- To do -
Could you copy out all of the records below exactly, leaving out every picture?

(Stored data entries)
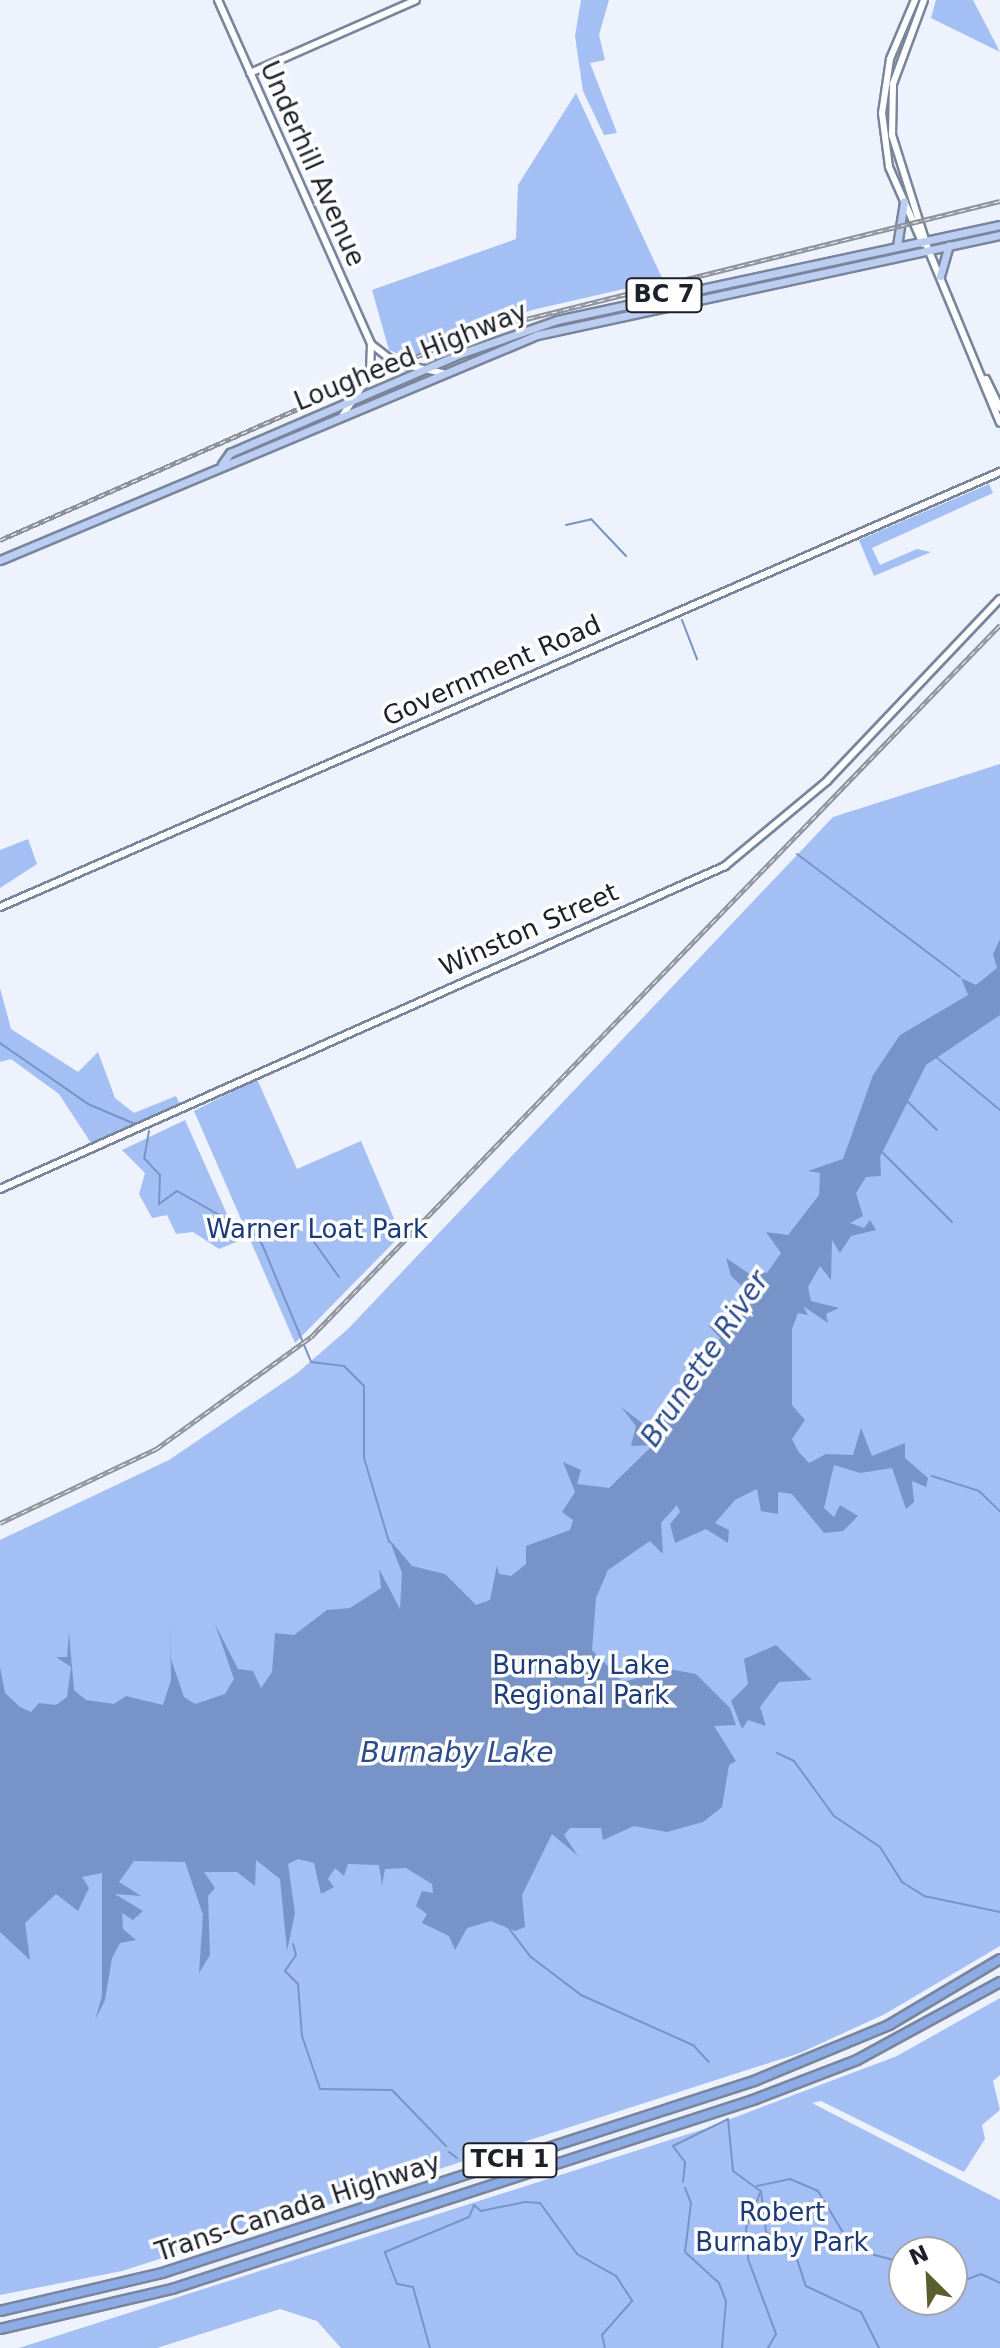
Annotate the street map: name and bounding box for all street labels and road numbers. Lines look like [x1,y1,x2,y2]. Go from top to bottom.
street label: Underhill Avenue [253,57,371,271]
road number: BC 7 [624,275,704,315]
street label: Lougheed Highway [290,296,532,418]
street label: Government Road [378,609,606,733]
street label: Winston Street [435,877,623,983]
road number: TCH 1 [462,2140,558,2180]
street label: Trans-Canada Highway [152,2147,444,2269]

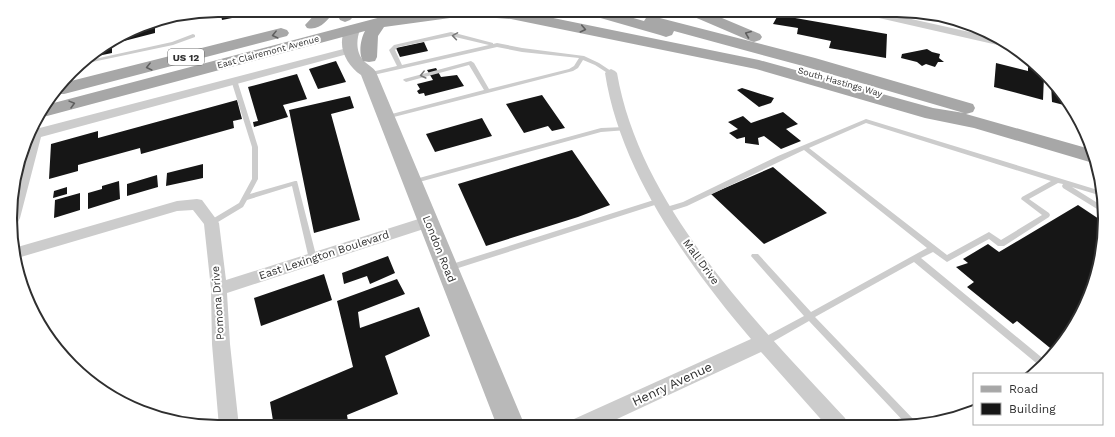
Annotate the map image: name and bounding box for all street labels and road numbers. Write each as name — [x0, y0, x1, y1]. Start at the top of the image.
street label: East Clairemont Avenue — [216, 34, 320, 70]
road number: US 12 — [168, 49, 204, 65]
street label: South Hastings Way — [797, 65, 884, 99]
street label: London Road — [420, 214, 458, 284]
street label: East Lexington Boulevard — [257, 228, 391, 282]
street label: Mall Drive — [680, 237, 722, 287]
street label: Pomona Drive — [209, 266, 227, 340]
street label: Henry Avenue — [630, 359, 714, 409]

- Exercise response -
Annotate the street map: name and bounding box for all street labels and road numbers. Lines look like [x1,y1,x2,y2]. Go from top to bottom.
street label: Underhill Avenue [253,57,371,271]
road number: BC 7 [624,275,704,315]
street label: Lougheed Highway [290,296,532,418]
street label: Government Road [378,609,606,733]
street label: Winston Street [435,877,623,983]
road number: TCH 1 [462,2140,558,2180]
street label: Trans-Canada Highway [152,2147,444,2269]

Annotate the map image: name and bounding box for all street labels and road numbers. Write each as name — [x0, y0, x1, y1]. Start at the top of the image.
street label: East Clairemont Avenue — [216, 34, 320, 70]
road number: US 12 — [168, 49, 204, 65]
street label: South Hastings Way — [797, 65, 884, 99]
street label: London Road — [420, 214, 458, 284]
street label: East Lexington Boulevard — [257, 228, 391, 282]
street label: Mall Drive — [680, 237, 722, 287]
street label: Pomona Drive — [209, 266, 227, 340]
street label: Henry Avenue — [630, 359, 714, 409]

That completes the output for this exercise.